*** Opening MATERIAL SUPPLIED ***
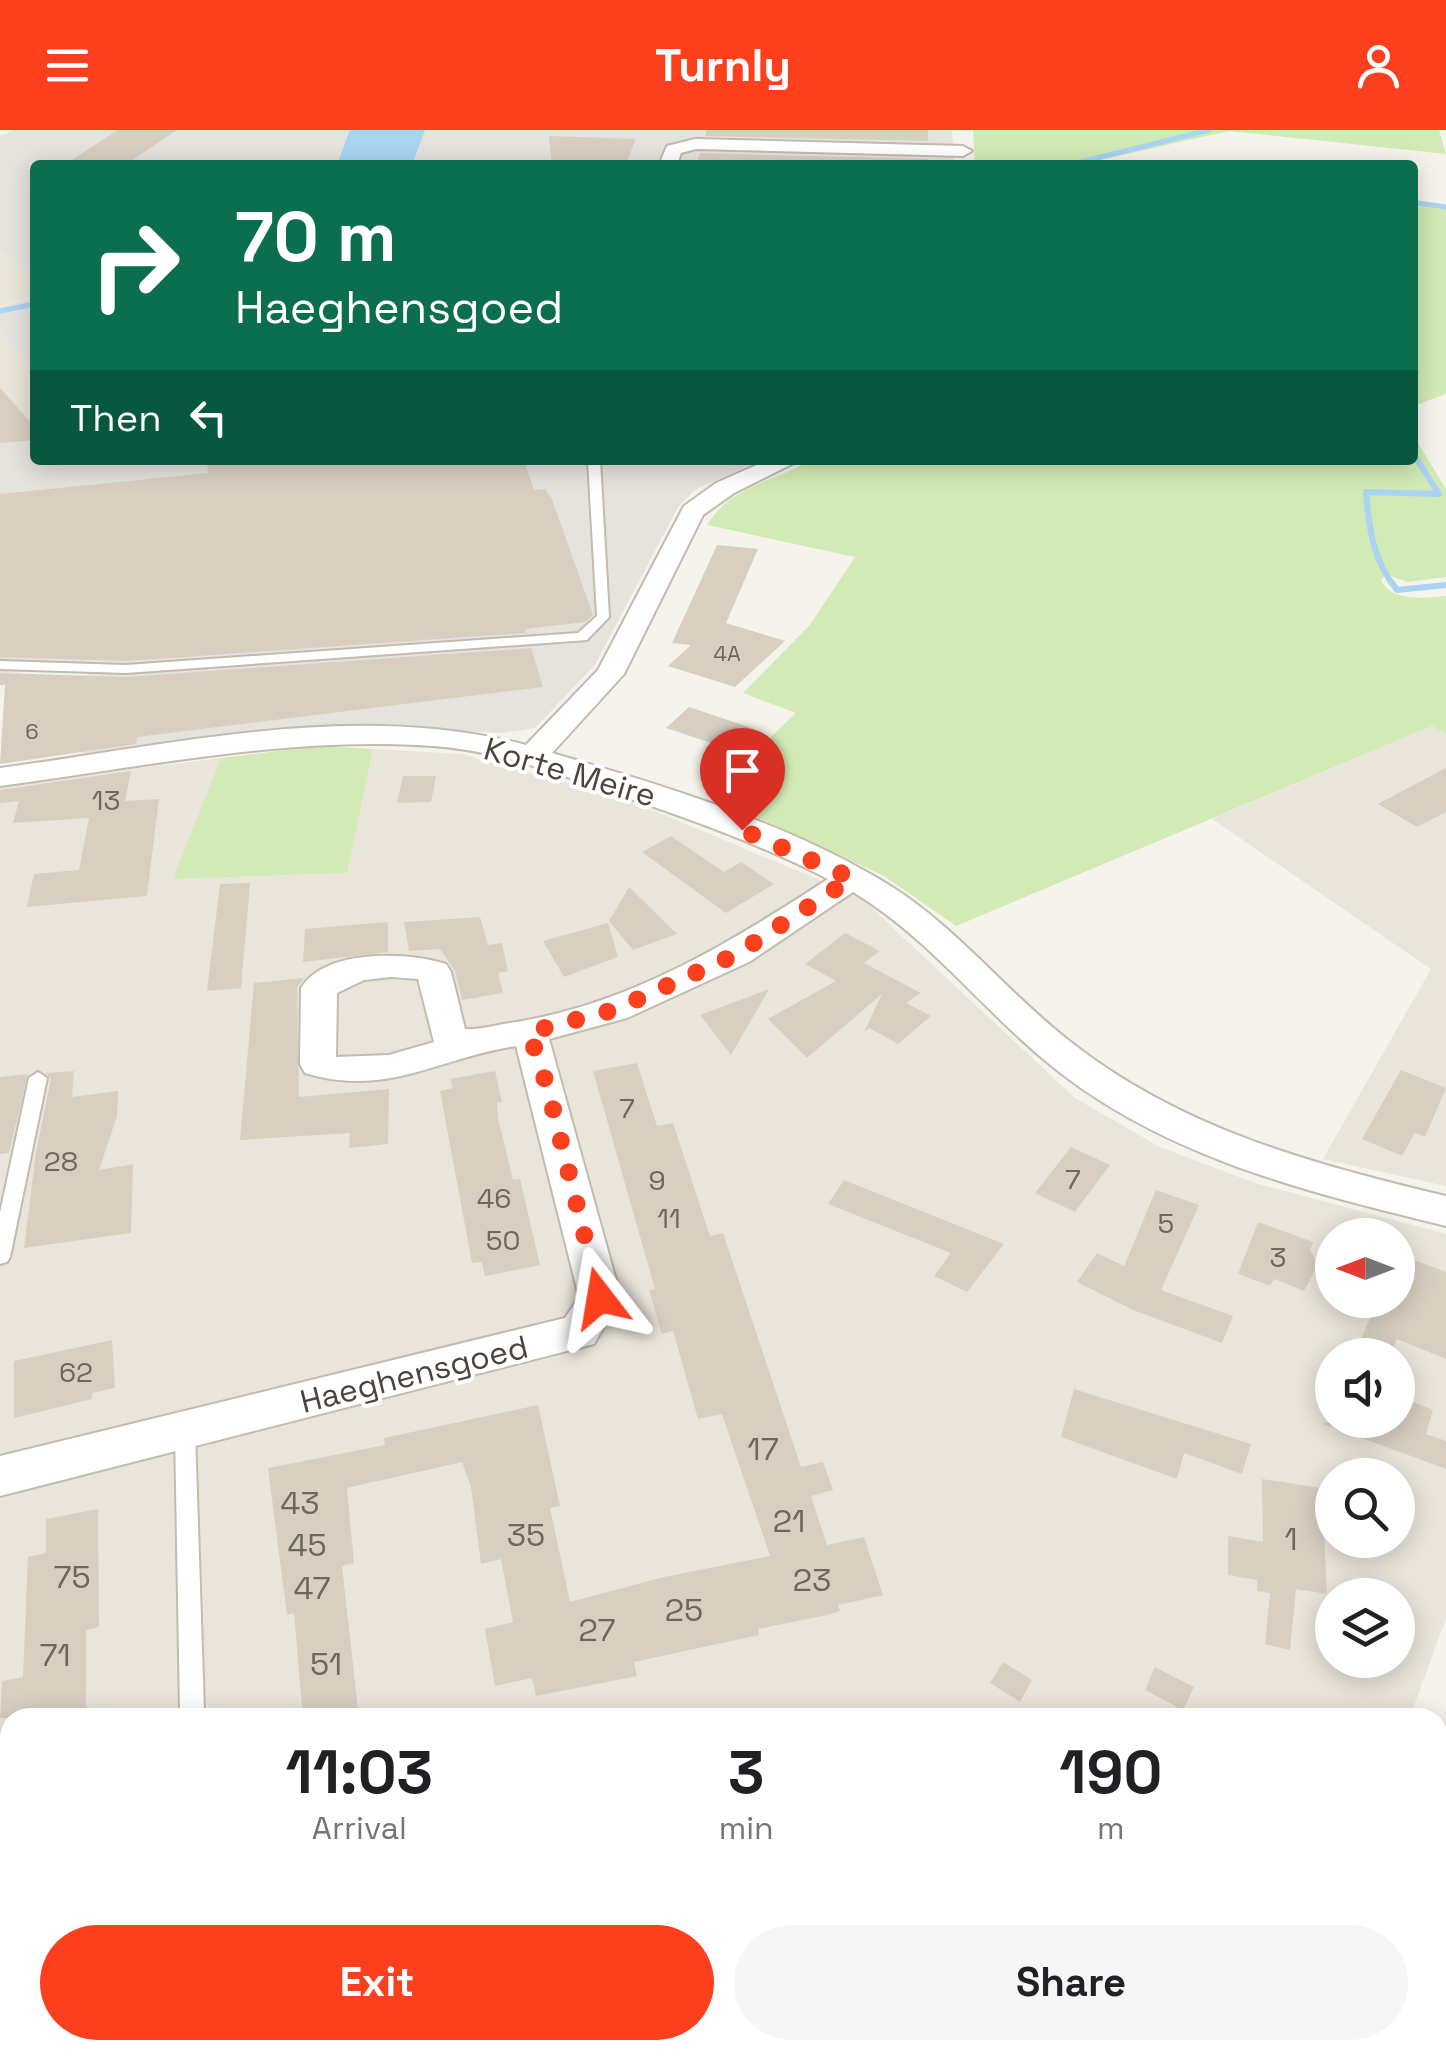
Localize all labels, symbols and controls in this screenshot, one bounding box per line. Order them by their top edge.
text: Turnly [655,37,791,94]
icon: menu [40,38,95,93]
icon: person [1351,38,1406,93]
text: 70 m [235,192,396,281]
icon: right [70,200,200,330]
text: Haeghensgoed [235,279,563,336]
icon: left [181,390,236,445]
text: Then [70,394,161,442]
house number: 4A [713,639,741,667]
house number: 6 [25,717,39,745]
street label: Korte Meire [479,728,661,816]
pin [700,728,785,831]
icon: arrive [715,743,770,798]
house number: 13 [92,782,120,818]
house number: 7 [619,1090,635,1126]
house number: 28 [44,1143,78,1179]
house number: 7 [1065,1161,1081,1197]
house number: 9 [648,1162,666,1198]
house number: 46 [477,1180,511,1216]
house number: 11 [657,1200,681,1236]
house number: 5 [1158,1205,1174,1241]
north arrow [1315,1218,1415,1318]
map controls [1315,1218,1415,1678]
house number: 50 [486,1222,520,1258]
house number: 3 [1270,1239,1286,1275]
position arrow [548,1246,652,1350]
street label: Haeghensgoed [296,1326,532,1422]
button: sound [1315,1338,1415,1438]
house number: 62 [59,1354,93,1390]
house number: 17 [747,1429,779,1469]
button: search [1315,1458,1415,1558]
house number: 43 [280,1483,320,1523]
house number: 21 [773,1501,805,1541]
house number: 35 [507,1515,545,1555]
house number: 1 [1284,1519,1298,1559]
house number: 45 [287,1525,327,1565]
house number: 75 [53,1557,91,1597]
house number: 23 [793,1560,831,1600]
house number: 47 [293,1568,331,1608]
button: layers [1315,1578,1415,1678]
house number: 25 [665,1590,703,1630]
house number: 27 [578,1610,616,1650]
house number: 71 [39,1635,71,1675]
house number: 51 [310,1644,342,1684]
text: 11:03 [286,1734,433,1811]
text: 3 [728,1734,764,1811]
text: 190 [1059,1734,1162,1811]
text: Arrival [312,1808,407,1848]
text: min [719,1808,774,1848]
text: m [1097,1808,1125,1848]
button: Exit [40,1925,714,2040]
button: Share [734,1925,1408,2040]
*** Closing MATERIAL SUPPLIED ***
=== YOUR GOAL ===
Please give the data again in full, exactly as written, but without any images.

=== EXPECTED ANSWER ===
Localize all labels, symbols and controls in this screenshot, one bounding box per line. Order them by their top edge.
text: Turnly [655,37,791,94]
icon: menu [40,38,95,93]
icon: person [1351,38,1406,93]
text: 70 m [235,192,396,281]
icon: right [70,200,200,330]
text: Haeghensgoed [235,279,563,336]
icon: left [181,390,236,445]
text: Then [70,394,161,442]
house number: 4A [713,639,741,667]
house number: 6 [25,717,39,745]
street label: Korte Meire [479,728,661,816]
pin [700,728,785,831]
icon: arrive [715,743,770,798]
house number: 13 [92,782,120,818]
house number: 7 [619,1090,635,1126]
house number: 28 [44,1143,78,1179]
house number: 7 [1065,1161,1081,1197]
house number: 9 [648,1162,666,1198]
house number: 46 [477,1180,511,1216]
house number: 11 [657,1200,681,1236]
house number: 5 [1158,1205,1174,1241]
north arrow [1315,1218,1415,1318]
map controls [1315,1218,1415,1678]
house number: 50 [486,1222,520,1258]
house number: 3 [1270,1239,1286,1275]
position arrow [548,1246,652,1350]
street label: Haeghensgoed [296,1326,532,1422]
button: sound [1315,1338,1415,1438]
house number: 62 [59,1354,93,1390]
house number: 17 [747,1429,779,1469]
button: search [1315,1458,1415,1558]
house number: 43 [280,1483,320,1523]
house number: 21 [773,1501,805,1541]
house number: 35 [507,1515,545,1555]
house number: 1 [1284,1519,1298,1559]
house number: 45 [287,1525,327,1565]
house number: 75 [53,1557,91,1597]
house number: 23 [793,1560,831,1600]
house number: 47 [293,1568,331,1608]
button: layers [1315,1578,1415,1678]
house number: 25 [665,1590,703,1630]
house number: 27 [578,1610,616,1650]
house number: 71 [39,1635,71,1675]
house number: 51 [310,1644,342,1684]
text: 11:03 [286,1734,433,1811]
text: 3 [728,1734,764,1811]
text: 190 [1059,1734,1162,1811]
text: Arrival [312,1808,407,1848]
text: min [719,1808,774,1848]
text: m [1097,1808,1125,1848]
button: Exit [40,1925,714,2040]
button: Share [734,1925,1408,2040]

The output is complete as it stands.